(Stored data entries)
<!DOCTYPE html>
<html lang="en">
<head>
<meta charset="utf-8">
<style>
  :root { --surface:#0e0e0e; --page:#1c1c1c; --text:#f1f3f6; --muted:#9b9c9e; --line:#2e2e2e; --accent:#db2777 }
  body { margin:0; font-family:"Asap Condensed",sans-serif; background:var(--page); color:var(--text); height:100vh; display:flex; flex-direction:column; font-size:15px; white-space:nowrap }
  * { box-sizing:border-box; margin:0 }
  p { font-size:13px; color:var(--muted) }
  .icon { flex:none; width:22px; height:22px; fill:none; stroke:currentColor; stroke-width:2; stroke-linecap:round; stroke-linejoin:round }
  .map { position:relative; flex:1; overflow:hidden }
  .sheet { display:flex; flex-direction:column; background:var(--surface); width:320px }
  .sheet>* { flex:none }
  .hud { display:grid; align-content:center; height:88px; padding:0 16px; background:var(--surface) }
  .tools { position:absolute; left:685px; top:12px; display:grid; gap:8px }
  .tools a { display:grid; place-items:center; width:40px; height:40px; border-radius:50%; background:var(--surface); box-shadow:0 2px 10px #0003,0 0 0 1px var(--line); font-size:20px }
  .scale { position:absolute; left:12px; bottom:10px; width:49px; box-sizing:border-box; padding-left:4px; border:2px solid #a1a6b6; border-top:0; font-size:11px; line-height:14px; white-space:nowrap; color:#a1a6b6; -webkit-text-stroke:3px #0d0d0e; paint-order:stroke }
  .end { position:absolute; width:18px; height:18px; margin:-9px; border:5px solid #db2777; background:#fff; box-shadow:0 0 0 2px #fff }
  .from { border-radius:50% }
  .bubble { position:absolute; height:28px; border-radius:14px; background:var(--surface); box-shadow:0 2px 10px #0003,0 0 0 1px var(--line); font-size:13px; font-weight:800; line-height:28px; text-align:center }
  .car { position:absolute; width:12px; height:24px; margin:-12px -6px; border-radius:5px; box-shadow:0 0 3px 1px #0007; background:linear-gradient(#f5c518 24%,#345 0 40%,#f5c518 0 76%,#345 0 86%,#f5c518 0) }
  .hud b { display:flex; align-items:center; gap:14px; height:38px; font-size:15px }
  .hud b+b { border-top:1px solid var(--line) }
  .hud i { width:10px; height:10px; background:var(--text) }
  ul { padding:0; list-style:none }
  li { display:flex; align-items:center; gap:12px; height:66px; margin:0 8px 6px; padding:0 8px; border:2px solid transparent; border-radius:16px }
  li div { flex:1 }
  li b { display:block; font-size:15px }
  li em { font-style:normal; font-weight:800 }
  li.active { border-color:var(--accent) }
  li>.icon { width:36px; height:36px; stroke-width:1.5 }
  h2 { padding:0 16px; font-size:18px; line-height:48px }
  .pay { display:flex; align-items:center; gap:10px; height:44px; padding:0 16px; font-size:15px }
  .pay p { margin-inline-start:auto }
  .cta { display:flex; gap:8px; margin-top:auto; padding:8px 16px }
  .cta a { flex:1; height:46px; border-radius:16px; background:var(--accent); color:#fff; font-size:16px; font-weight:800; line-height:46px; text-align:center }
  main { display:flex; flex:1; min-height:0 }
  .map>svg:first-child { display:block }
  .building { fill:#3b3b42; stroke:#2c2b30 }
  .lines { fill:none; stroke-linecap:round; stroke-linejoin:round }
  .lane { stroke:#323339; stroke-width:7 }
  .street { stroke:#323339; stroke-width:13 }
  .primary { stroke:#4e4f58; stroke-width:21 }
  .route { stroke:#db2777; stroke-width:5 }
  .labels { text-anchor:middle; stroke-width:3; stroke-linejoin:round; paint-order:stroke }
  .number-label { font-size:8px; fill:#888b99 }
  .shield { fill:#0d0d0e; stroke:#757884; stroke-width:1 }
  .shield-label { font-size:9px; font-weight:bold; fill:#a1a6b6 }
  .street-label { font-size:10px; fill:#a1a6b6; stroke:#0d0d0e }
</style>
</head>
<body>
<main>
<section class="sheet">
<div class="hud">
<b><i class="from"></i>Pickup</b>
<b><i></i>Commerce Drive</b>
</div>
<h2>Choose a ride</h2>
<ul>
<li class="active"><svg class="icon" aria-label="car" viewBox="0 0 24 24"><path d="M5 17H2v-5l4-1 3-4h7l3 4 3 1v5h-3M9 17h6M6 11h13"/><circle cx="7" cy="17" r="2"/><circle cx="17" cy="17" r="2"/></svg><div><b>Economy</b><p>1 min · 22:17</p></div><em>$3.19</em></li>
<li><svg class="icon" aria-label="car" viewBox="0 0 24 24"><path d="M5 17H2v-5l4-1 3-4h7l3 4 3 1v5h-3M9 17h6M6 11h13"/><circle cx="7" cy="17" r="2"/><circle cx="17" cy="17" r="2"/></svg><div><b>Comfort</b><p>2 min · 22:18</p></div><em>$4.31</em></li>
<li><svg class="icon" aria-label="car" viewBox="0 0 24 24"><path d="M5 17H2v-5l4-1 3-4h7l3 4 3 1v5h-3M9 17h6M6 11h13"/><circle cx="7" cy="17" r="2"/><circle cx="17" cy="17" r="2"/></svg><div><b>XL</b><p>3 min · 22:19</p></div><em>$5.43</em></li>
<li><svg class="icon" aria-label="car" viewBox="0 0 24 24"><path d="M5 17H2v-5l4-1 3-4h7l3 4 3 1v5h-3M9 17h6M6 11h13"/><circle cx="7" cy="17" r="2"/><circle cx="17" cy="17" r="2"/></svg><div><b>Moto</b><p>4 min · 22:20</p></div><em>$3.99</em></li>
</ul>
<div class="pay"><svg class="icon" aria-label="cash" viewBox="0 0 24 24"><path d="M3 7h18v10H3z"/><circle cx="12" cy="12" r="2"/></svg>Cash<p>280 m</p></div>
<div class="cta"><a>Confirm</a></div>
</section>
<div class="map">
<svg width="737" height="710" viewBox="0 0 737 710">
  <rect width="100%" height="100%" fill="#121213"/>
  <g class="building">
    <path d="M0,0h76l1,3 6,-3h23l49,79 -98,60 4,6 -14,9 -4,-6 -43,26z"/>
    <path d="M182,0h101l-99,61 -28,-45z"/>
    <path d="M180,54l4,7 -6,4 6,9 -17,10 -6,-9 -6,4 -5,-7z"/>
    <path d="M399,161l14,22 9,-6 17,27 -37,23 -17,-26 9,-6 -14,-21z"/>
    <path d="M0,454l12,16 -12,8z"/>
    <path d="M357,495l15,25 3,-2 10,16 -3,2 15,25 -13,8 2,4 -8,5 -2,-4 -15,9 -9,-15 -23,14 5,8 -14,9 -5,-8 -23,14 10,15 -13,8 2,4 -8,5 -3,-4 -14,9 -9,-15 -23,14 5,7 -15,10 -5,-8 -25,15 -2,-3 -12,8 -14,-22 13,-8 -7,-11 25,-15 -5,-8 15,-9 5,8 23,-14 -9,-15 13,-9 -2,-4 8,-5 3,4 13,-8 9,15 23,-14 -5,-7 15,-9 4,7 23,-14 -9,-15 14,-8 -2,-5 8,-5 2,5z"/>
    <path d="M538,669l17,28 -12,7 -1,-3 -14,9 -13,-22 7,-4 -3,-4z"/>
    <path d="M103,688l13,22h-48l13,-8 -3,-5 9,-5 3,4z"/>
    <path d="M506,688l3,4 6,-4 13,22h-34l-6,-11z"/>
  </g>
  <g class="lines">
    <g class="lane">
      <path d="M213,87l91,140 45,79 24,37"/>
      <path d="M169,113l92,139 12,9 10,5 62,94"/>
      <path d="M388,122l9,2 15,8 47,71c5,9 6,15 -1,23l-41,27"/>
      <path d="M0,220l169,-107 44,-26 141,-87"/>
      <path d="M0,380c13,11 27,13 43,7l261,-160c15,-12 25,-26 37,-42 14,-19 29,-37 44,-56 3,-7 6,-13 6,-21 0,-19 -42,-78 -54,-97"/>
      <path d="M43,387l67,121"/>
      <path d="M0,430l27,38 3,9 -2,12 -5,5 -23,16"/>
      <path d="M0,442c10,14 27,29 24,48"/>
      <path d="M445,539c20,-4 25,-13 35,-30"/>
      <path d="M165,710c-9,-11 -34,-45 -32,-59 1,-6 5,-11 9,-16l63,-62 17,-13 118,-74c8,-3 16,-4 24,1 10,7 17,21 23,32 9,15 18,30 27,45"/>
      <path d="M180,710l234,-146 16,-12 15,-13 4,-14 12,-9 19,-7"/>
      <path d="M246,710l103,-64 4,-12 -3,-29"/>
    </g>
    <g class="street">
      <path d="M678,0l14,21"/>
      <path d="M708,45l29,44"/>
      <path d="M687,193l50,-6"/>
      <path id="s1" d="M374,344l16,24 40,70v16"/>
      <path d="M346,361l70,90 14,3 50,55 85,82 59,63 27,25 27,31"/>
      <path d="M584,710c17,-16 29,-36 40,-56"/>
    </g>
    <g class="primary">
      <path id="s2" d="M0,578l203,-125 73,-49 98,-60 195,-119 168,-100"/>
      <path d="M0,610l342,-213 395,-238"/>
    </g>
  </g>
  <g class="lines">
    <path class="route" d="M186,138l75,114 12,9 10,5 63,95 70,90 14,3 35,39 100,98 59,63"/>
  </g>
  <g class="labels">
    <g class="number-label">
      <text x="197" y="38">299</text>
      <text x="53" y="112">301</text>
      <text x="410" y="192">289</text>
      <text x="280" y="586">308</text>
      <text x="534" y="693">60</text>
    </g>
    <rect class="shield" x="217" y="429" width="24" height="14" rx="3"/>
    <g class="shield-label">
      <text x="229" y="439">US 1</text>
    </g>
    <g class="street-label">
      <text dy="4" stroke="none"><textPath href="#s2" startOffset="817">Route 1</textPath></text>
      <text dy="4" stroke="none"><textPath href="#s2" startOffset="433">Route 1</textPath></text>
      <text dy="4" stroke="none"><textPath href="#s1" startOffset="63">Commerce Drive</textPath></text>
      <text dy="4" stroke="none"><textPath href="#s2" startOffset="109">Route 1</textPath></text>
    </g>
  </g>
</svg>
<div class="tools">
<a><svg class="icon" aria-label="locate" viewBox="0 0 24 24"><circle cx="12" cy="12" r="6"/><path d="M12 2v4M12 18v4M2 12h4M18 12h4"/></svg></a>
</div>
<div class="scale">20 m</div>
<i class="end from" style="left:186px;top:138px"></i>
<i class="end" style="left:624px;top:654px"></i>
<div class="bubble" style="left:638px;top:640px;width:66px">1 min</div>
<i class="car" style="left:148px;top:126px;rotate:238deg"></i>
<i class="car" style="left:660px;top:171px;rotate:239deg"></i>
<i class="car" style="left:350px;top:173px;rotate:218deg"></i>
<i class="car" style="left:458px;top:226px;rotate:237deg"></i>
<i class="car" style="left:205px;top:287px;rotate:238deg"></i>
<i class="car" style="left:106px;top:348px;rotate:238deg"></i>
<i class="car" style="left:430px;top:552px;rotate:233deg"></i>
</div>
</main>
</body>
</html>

=== About this exercise ===
Copy each line above that contains the word "tools".

=== Written answer ===
  .tools { position:absolute; left:685px; top:12px; display:grid; gap:8px }
  .tools a { display:grid; place-items:center; width:40px; height:40px; border-radius:50%; background:var(--surface); box-shadow:0 2px 10px #0003,0 0 0 1px var(--line); font-size:20px }
<div class="tools">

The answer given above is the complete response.